Teleperformance Secret Santa: Did you go on strike? Here’s a layoff for you!
Salary stuck at the same level for a decade? – Check. Fixed term contracts that may even be limited to 1 month? – Check. Workplace bullying with stifling productivity checks? – Check. Special purpose stay permit? – Check. Misinformation about the right to strike? – Check. Wonder if this is some kind of labor hellhole? Of course not, it’s just a Great Place To Work! (a special certification for Greek companies assessing the “work experience” they offer)
Teleperformance is a company that employs over 13,000 people nationwide and had a financial turnover of €453 million and a profit of €61 million in 2023. This ranks it among the largest employers in Greece, where the state is trying to bring the much desired growth by creating a fertile ground for intensive labour exploitation and increased legal accommodations for large capitalist groups like Teleperformance, trampling on workers’ rights that have been fought over so far through our struggles. But what does all this mean for Teleperformance workers and for labour in general in “growth” Greece?
At a time when working hours are increasing and wages are not nearly enough to cover our needs, Teleperformance is steadily increasing its profits every year. While bragging about a “modern and inclusive work environment”, the company has stubbornly refused to make any wage increases for over a decade, invoking legislative accomodations that allow it to maintain an expendable workforce with very few rights, and has recorded a large number of complaints against it for injustices, bullying, and violative incidents. At the same time, intensification of labour is hitting red as, under the pretext of the contracts it has with its clients (giant companies in the digital technology sector), it obsessively insists on achieving unrealistic goals, resulting in the mental and physical collapse of its workers.
Against these working conditions, an important struggle has recently been taking place in Teleperformance. After years of attempts by the management to undermine any kind of struggle, the national labour union of Teleperformance, the SETEP, was created in response. The union has a significant number of members, a large part of whom are immigrants – something quite unprecedented for a union in Greece. Meetings are held entirely in English and the migrant workers played a crucial role in founding the union as some of them already had experience of struggles in Teleperformance in their countries of origin. Migrant workers are subject to a ‘special purpose visa’ scheme which prohibits them from working in another sector and possible non-renewal of their contract can lead to deportation. The union is demanding the signing of a Collective Labour Agreement that includes, among other things, substantial wage increases, permanent contracts and longer breaks. At the same time, through demonstrations at the Ministry of Immigration, the union has managed to secure a commitment from the ministry to revise the terms of the special purpose visa so that renewals of stay permits do not require the presentation of a work contract.
SETEP in its first 11 months counted 10 strike actions and some victories with rehiring of layoffs, with paid leave for the time they had to wait while moving from one project to another and with free transportation to the offices for workers in Chania, Crete. At the same time, especially people working remotely established a common physical space to meet and discuss their problems. However, the union’s constant demand for the signing of a collective agreement is being resisted and mocked by the management, resulting in the escalation of the mobilizations to a 48-hour nationwide strike on 19-20/11.
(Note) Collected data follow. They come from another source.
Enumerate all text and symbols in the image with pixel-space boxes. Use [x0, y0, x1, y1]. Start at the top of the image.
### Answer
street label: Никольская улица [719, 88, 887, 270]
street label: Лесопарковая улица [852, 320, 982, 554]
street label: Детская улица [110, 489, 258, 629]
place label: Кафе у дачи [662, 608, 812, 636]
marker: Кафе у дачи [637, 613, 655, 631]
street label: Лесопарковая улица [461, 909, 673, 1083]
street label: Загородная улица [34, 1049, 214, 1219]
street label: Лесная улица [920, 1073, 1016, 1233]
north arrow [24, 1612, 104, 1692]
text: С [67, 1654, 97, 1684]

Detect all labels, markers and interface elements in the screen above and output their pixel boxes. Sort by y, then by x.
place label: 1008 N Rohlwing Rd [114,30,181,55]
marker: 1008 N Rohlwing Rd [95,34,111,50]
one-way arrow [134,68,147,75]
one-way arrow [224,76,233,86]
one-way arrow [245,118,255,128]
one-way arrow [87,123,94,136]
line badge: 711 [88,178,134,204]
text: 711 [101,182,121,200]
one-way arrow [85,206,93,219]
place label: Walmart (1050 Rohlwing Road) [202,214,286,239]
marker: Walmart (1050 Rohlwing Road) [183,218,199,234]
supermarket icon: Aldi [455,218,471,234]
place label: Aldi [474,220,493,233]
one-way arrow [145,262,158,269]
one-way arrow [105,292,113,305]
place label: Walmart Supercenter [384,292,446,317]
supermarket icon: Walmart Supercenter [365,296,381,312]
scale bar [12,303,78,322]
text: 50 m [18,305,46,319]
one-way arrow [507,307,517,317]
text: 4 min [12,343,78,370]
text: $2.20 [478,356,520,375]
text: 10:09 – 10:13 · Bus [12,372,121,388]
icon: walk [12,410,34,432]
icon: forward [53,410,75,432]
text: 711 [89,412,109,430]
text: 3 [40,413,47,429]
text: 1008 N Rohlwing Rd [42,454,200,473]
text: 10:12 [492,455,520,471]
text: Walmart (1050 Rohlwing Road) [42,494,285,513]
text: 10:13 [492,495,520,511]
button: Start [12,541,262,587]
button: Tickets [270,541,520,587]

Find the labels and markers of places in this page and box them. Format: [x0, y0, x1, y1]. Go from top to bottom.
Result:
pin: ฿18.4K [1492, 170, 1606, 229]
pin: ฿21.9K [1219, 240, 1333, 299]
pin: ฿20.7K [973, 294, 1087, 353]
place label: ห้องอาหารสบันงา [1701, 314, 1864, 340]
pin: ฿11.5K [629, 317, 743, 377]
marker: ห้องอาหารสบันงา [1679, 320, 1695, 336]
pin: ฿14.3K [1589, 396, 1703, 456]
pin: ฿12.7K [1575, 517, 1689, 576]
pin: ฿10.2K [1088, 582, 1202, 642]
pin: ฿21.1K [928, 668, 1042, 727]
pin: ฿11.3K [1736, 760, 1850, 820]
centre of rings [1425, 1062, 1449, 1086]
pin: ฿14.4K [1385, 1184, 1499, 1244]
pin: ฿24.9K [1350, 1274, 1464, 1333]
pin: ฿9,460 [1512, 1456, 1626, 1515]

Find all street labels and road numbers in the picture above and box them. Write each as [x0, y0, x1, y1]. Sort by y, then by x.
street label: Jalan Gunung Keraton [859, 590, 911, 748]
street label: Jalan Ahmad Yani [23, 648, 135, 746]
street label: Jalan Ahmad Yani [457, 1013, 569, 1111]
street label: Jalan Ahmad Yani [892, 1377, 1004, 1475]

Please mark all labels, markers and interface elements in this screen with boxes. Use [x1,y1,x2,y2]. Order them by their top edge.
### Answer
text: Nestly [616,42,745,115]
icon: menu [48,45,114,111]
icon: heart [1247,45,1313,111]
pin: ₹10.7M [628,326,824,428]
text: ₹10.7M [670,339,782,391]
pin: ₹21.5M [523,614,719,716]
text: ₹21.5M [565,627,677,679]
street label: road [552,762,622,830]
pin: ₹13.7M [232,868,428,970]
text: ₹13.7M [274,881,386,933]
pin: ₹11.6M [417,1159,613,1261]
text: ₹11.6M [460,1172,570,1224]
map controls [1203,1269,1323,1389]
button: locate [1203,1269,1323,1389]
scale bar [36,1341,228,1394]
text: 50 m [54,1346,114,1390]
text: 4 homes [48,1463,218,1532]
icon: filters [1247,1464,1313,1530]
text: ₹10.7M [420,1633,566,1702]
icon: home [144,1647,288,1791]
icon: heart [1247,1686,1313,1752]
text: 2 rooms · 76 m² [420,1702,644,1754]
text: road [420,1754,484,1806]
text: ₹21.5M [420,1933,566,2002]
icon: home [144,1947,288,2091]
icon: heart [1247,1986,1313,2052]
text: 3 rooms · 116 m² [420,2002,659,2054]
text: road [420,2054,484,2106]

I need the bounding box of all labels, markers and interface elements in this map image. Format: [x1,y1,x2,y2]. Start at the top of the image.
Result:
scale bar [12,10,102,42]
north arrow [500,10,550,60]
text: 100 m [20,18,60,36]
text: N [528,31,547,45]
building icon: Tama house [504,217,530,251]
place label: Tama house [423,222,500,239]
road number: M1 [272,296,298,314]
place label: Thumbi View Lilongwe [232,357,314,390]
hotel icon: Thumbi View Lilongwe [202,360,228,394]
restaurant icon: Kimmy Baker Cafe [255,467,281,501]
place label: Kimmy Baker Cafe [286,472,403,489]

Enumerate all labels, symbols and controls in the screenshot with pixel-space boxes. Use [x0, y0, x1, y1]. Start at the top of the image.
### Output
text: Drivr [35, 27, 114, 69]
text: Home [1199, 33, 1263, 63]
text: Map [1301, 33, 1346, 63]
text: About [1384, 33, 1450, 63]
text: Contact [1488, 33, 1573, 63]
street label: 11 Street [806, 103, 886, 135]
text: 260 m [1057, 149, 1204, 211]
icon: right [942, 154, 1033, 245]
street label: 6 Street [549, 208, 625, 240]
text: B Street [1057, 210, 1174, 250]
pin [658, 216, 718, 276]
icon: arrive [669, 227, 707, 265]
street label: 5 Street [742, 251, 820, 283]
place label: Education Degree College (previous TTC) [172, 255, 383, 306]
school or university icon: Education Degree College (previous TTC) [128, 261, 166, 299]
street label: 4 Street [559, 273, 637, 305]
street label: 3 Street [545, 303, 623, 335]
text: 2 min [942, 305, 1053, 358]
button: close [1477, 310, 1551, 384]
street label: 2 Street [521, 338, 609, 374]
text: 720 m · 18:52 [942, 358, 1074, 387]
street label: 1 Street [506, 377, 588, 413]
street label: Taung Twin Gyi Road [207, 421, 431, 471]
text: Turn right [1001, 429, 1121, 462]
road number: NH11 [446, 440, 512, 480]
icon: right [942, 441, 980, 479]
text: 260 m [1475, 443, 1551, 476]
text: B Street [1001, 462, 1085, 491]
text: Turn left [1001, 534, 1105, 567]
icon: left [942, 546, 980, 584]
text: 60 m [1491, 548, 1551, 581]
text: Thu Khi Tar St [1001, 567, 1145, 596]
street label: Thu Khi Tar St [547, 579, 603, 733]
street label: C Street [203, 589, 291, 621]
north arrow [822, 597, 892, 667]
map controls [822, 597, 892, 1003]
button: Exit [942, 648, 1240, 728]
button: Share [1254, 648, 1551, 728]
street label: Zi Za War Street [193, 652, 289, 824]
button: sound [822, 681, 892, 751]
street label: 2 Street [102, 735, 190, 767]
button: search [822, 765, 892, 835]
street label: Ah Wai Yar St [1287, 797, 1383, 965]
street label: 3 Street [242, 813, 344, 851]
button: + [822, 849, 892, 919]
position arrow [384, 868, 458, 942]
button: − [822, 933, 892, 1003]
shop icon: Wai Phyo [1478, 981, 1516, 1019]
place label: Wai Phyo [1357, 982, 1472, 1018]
This escalation brought a series of retaliatory measures on the part of Teleperformance to safeguard its profits and to suppress any claim that could affect the smooth functioning of this well-planned system of recycling flexible and vulnerable workers. Management has proceeded to retaliatory layoffs and non-renewal of contracts of union members and workers who participated in the strike actions. At the same time, it is trying various tactics to divide the workforce into local and migrant workers, to lure people from departments with the highest participation in the mobilisations with meagre bonuses and to deter participation in the strikes by trying to convince people that they will not achieve anything that way.
The example of Teleperformance and the workers’ struggle has a wider relevance for class antagonism. Teleperformance is a company that is methodically implementing digital restructuring at work by utilising the latest technologies of artificial intelligence and remote work. At the same time, it has established a complex system of labour exploitation and precariousness by recycling workforce from HR companies with short-term contracts of duration limited to even one month.
Supporting the struggle of the Teleperformance workers contributes to a broader resistance to modern work hellholes, to the individualism that is brought about by defeatism, to the insecurity and fear of survival, of how to make a living covering your basic (and non-basic) needs. The widening of the struggle at the sectoral level has already scared the telecommunications bosses who are making “black lists” of workers involved in the mobilisations!
We are not afraid of the layoffs – the bosses should be afraid of wildcat strikes!
Solidarity with the strike rallies on Monday 23/12 8am and 7pm at the Teleperformance offices (Gravias 25, Piraeus)!